Le lendemain, donc, Carali se présente au temple d'Aana, déesse de la Beauté et de la Justice, et protectrice du royaume d'Uhr.
- Bonjour, je suis l'apprenti de l'Egyptien, et j'enquête sur le culte lunaire de l'ancienne civilisation.
- Qui ne connaît pas l'Egyptien et son célèbre apprenti ? Je vous répondrai avec plaisir, mais je suis très occupée en ce moment, répond la prêtresse préposée à l'accueil des fidèles. C'est curieux, une jeune femme m'a récemment posé la même question. Peut-être devriez-vous l'interroger ? Cela m'évitera de me répéter. Elle s'appelle Betty...

Hélas, arrivé au domicile des parents de la dénommée Betty, Carali apprend une triste nouvelle :
- Ma fille a disparue depuis huit jours.
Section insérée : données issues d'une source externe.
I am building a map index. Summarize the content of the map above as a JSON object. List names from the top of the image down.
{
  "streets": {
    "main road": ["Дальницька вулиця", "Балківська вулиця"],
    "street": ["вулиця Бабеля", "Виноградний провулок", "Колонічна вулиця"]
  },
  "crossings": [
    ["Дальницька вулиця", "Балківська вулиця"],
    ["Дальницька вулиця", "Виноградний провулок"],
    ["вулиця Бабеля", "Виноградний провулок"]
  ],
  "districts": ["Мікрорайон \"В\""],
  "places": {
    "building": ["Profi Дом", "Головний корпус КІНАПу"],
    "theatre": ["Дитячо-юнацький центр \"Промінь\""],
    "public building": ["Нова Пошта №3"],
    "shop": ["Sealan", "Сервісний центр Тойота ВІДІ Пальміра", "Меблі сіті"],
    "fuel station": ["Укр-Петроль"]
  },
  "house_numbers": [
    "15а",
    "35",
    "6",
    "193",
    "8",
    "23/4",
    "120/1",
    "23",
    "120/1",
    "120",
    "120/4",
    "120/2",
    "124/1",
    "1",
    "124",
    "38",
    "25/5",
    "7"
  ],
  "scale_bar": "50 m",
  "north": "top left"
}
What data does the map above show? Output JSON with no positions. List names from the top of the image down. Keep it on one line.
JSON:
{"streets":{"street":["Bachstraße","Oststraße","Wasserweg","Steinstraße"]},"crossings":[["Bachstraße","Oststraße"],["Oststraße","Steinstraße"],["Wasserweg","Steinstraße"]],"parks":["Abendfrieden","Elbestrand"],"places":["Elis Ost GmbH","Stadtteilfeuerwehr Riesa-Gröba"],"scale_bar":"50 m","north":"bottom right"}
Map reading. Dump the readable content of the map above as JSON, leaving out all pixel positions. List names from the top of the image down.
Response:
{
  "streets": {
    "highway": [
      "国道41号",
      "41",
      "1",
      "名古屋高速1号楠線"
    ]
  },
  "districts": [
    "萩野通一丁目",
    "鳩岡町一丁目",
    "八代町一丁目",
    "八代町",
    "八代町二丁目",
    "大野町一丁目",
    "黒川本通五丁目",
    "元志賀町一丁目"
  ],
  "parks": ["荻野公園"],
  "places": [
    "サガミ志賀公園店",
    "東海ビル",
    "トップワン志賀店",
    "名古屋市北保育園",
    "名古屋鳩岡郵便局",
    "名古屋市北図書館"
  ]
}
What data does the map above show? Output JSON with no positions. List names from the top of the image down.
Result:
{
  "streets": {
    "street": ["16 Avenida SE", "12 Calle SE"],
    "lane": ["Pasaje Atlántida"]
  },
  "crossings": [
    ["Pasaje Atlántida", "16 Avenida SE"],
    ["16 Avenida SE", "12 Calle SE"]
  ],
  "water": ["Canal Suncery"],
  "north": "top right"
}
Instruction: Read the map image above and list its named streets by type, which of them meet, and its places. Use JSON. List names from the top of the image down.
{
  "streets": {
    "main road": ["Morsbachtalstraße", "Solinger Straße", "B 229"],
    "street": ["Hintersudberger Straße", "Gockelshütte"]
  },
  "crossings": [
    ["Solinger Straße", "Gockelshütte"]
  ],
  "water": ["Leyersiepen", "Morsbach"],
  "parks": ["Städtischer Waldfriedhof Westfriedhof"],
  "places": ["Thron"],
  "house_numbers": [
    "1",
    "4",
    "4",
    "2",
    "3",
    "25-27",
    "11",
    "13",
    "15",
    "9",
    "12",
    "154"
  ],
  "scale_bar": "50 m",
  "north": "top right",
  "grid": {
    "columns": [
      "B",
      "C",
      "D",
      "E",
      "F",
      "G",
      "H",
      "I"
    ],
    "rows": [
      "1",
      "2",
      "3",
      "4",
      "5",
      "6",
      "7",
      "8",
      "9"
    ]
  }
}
Je savais bien que son goût immodéré pour la magie et les sciences occultes la perdrait !
- La magie dites-vous ? C'était donc pour cela qu'elle s'intéressait au culte lunaire ?
- Je ne sais pas. Elle ne nous disait presque rien. Nous n'avons pas su prévoir sa disparition.
- Avait-elle un ami, qui pourrait nous renseigner sur ses derniers faits et gestes ?
- Pas un ami, mais une. Elle s'appelle Baba...

Trois pâtés de maisons plus loin :

- Bonjour. Puis-je voir Baba s'il vous plaît ?
- Elle vient juste de sortir. Elle a dit qu'elle partait à la recherche de son amie.
- A sa recherche dites-vous ? Je crains le pire ! Par où est-elle partie ?
- Dans cette direction.

Carali court, mais n'aperçoit pas de jeune fille. Et puis, il a oublié de demander son signalement. De guerre lasse, il retourne à la maison de Baba.

- Son initiative est très dangereuse. Il pourrait bien lui arriver malheur. M'autorisez-vous à aller examiner sa chambre ? demande-t-il.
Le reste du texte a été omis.